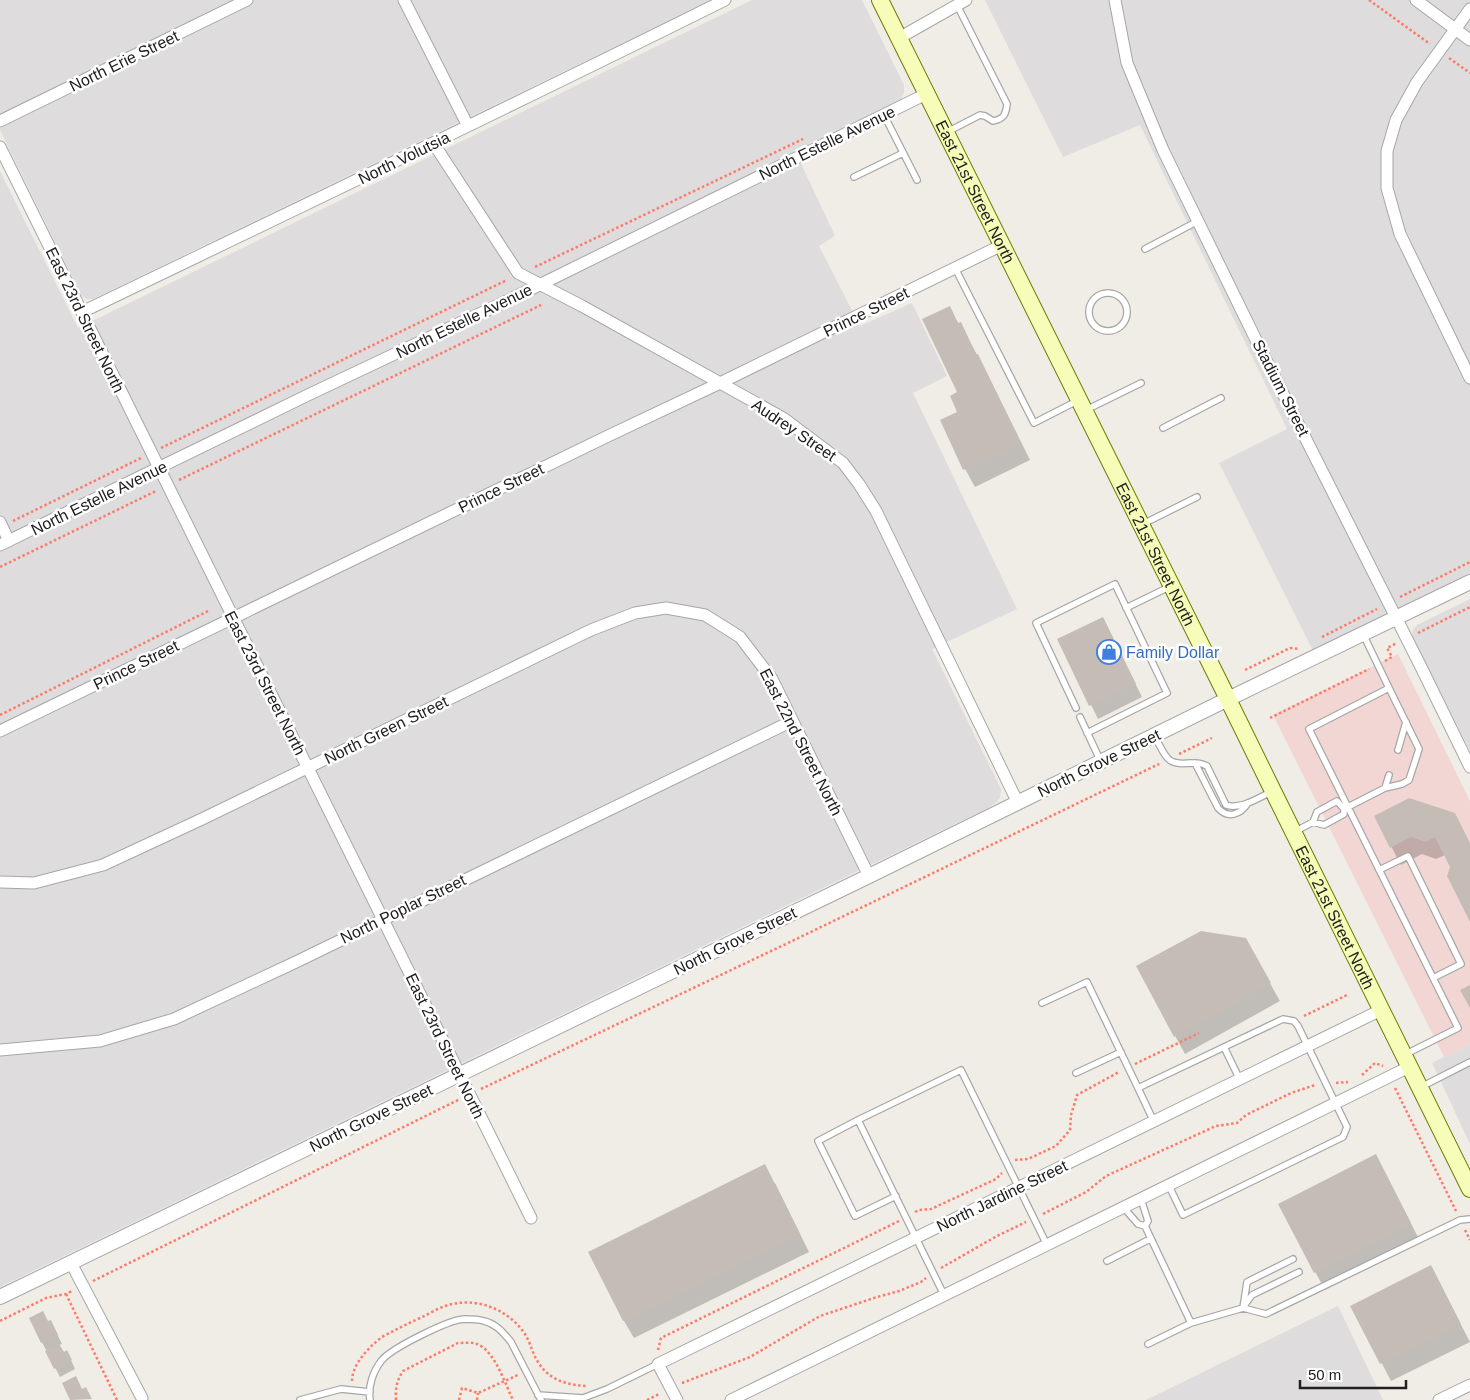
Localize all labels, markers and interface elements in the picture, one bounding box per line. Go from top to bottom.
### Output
street label: North Erie Street [67,27,182,95]
street label: North Estelle Avenue [756,103,898,183]
street label: East 21st Street North [933,117,1018,266]
street label: North Volutsia [356,128,453,187]
street label: East 23rd Street North [42,245,128,395]
street label: North Estelle Avenue [393,281,535,361]
street label: Prince Street [821,284,912,340]
street label: Stadium Street [1249,337,1313,439]
street label: Audrey Street [749,396,840,465]
street label: North Estelle Avenue [28,458,170,538]
street label: Prince Street [456,460,547,516]
street label: East 21st Street North [1113,480,1199,628]
street label: East 23rd Street North [221,608,309,758]
street label: Prince Street [91,637,182,693]
shop icon: Family Dollar [1096,639,1122,665]
place label: Family Dollar [1126,644,1220,661]
street label: East 22nd Street North [756,666,846,818]
street label: North Green Street [322,692,451,767]
street label: North Grove Street [1035,726,1164,800]
street label: East 21st Street North [1293,843,1378,992]
street label: North Poplar Street [338,871,469,947]
street label: North Grove Street [671,904,800,978]
street label: East 23rd Street North [402,971,488,1121]
street label: North Grove Street [307,1081,436,1155]
street label: North Jardine Street [934,1157,1071,1235]
scale bar [1300,1358,1406,1390]
text: 50 m [1308,1366,1341,1383]

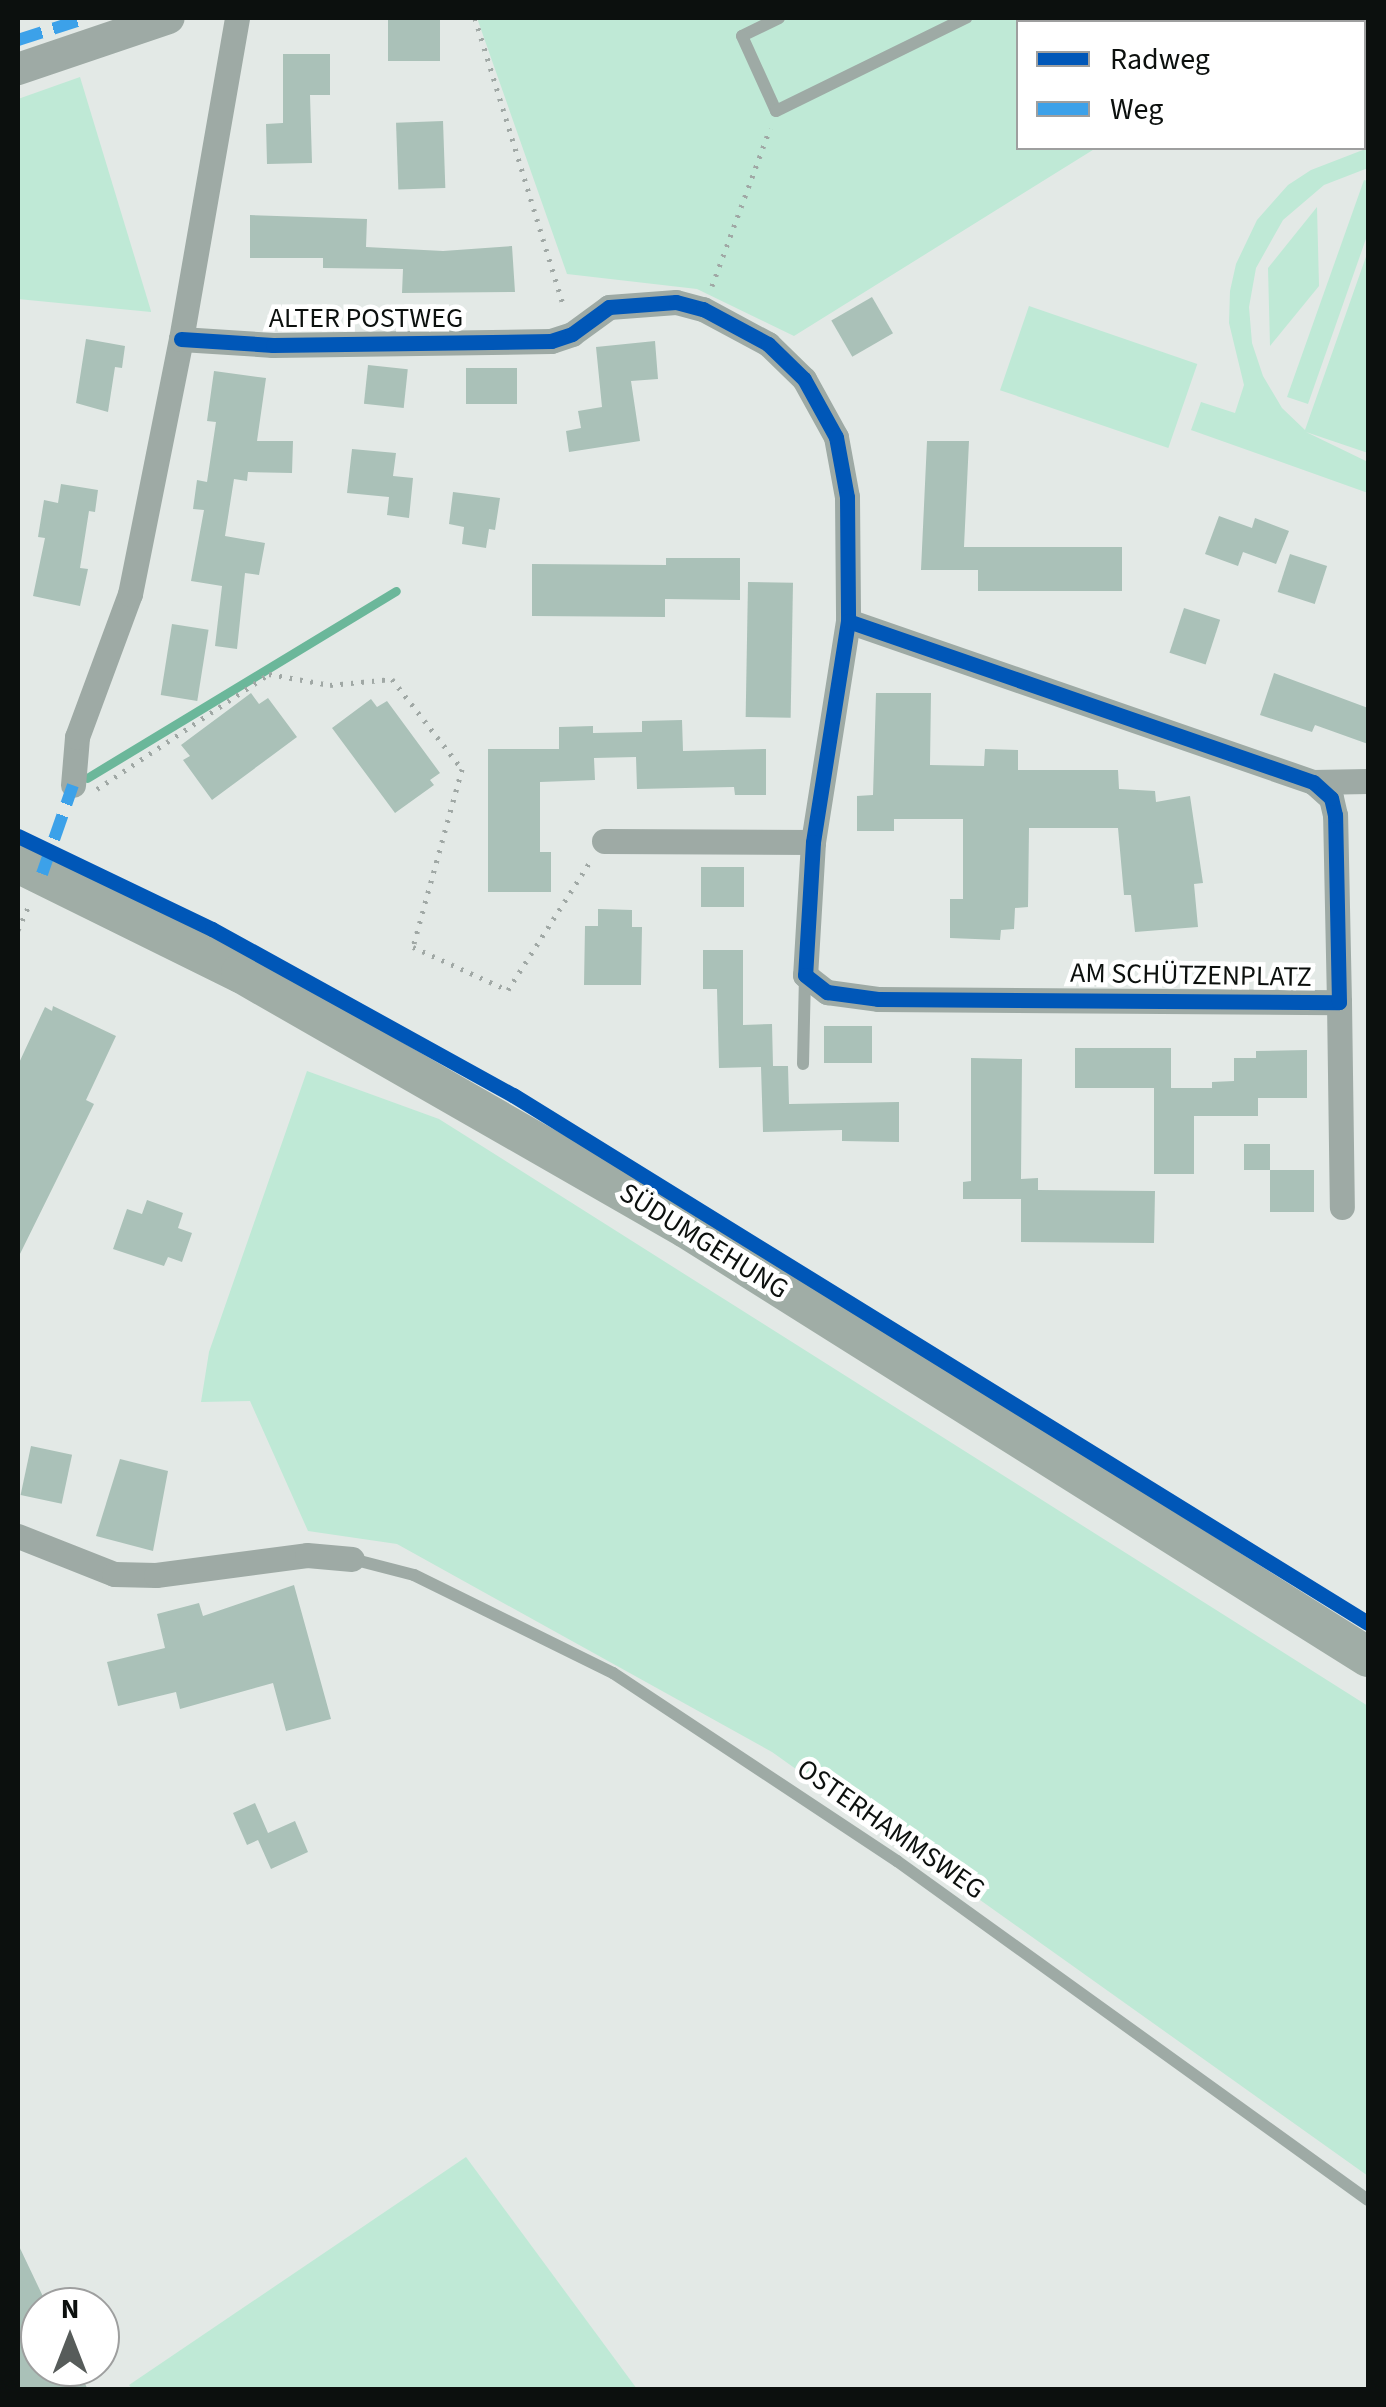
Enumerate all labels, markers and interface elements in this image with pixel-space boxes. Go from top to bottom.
legend [1016,20,1366,150]
text: Radweg [1110,38,1210,81]
text: Weg [1110,88,1163,131]
street label: ALTER POSTWEG [269,301,463,335]
street label: AM SCHÜTZENPLATZ [1070,956,1312,994]
street label: SÜDUMGEHUNG [614,1176,794,1306]
street label: OSTERHAMMSWEG [791,1752,991,1906]
north arrow [20,2287,120,2387]
text: N [61,2289,79,2329]

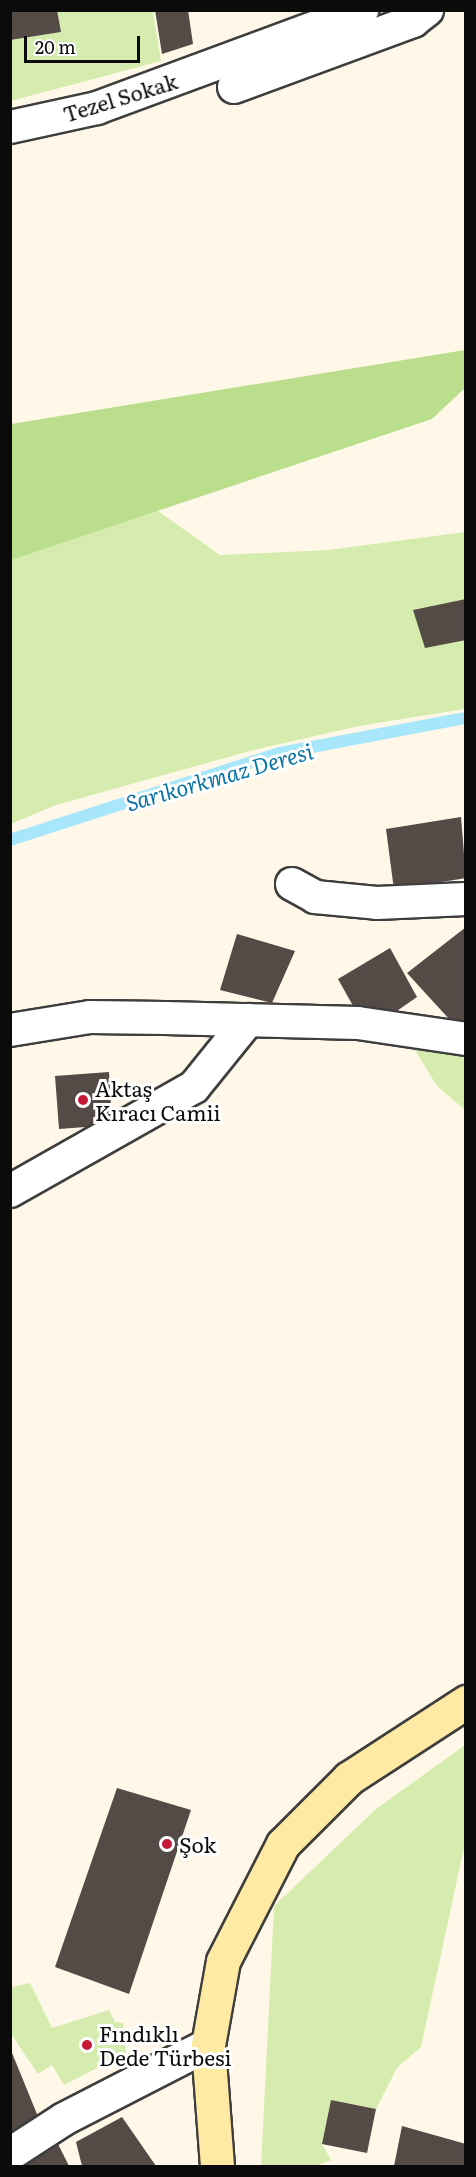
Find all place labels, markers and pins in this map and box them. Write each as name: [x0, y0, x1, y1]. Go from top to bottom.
place label: Aktaş Kıracı Camii: [95, 1075, 221, 1125]
marker: Aktaş Kıracı Camii: [76, 1093, 90, 1107]
place label: Şok: [179, 1831, 216, 1857]
marker: Şok: [160, 1837, 174, 1851]
place label: Fındıklı Dede Türbesi: [99, 2020, 231, 2070]
marker: Fındıklı Dede Türbesi: [80, 2038, 94, 2052]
+ + + + + + +
## [TASK STATEMENT]
Omit pictures and output the listing exactly.

## [RESPONSE]
Localize all labels, markers and interface elements in the picture, one bounding box per line. Go from top to bottom.
### Output
street label: North Erie Street [67,27,182,95]
street label: North Estelle Avenue [756,103,898,183]
street label: East 21st Street North [933,117,1018,266]
street label: North Volutsia [356,128,453,187]
street label: East 23rd Street North [42,245,128,395]
street label: North Estelle Avenue [393,281,535,361]
street label: Prince Street [821,284,912,340]
street label: Stadium Street [1249,337,1313,439]
street label: Audrey Street [749,396,840,465]
street label: North Estelle Avenue [28,458,170,538]
street label: Prince Street [456,460,547,516]
street label: East 21st Street North [1113,480,1199,628]
street label: East 23rd Street North [221,608,309,758]
street label: Prince Street [91,637,182,693]
shop icon: Family Dollar [1096,639,1122,665]
place label: Family Dollar [1126,644,1220,661]
street label: East 22nd Street North [756,666,846,818]
street label: North Green Street [322,692,451,767]
street label: North Grove Street [1035,726,1164,800]
street label: East 21st Street North [1293,843,1378,992]
street label: North Poplar Street [338,871,469,947]
street label: North Grove Street [671,904,800,978]
street label: East 23rd Street North [402,971,488,1121]
street label: North Grove Street [307,1081,436,1155]
street label: North Jardine Street [934,1157,1071,1235]
scale bar [1300,1358,1406,1390]
text: 50 m [1308,1366,1341,1383]

Enumerate all labels, markers and interface elements in this image with pixel-space boxes. Go from top to bottom.
legend [1016,20,1366,150]
text: Radweg [1110,38,1210,81]
text: Weg [1110,88,1163,131]
street label: ALTER POSTWEG [269,301,463,335]
street label: AM SCHÜTZENPLATZ [1070,956,1312,994]
street label: SÜDUMGEHUNG [614,1176,794,1306]
street label: OSTERHAMMSWEG [791,1752,991,1906]
north arrow [20,2287,120,2387]
text: N [61,2289,79,2329]

Find all place labels, markers and pins in this map and box them. Write each as name: [x0, y0, x1, y1]. Go from top to bottom.
place label: Aktaş Kıracı Camii: [95, 1075, 221, 1125]
marker: Aktaş Kıracı Camii: [76, 1093, 90, 1107]
place label: Şok: [179, 1831, 216, 1857]
marker: Şok: [160, 1837, 174, 1851]
place label: Fındıklı Dede Türbesi: [99, 2020, 231, 2070]
marker: Fındıklı Dede Türbesi: [80, 2038, 94, 2052]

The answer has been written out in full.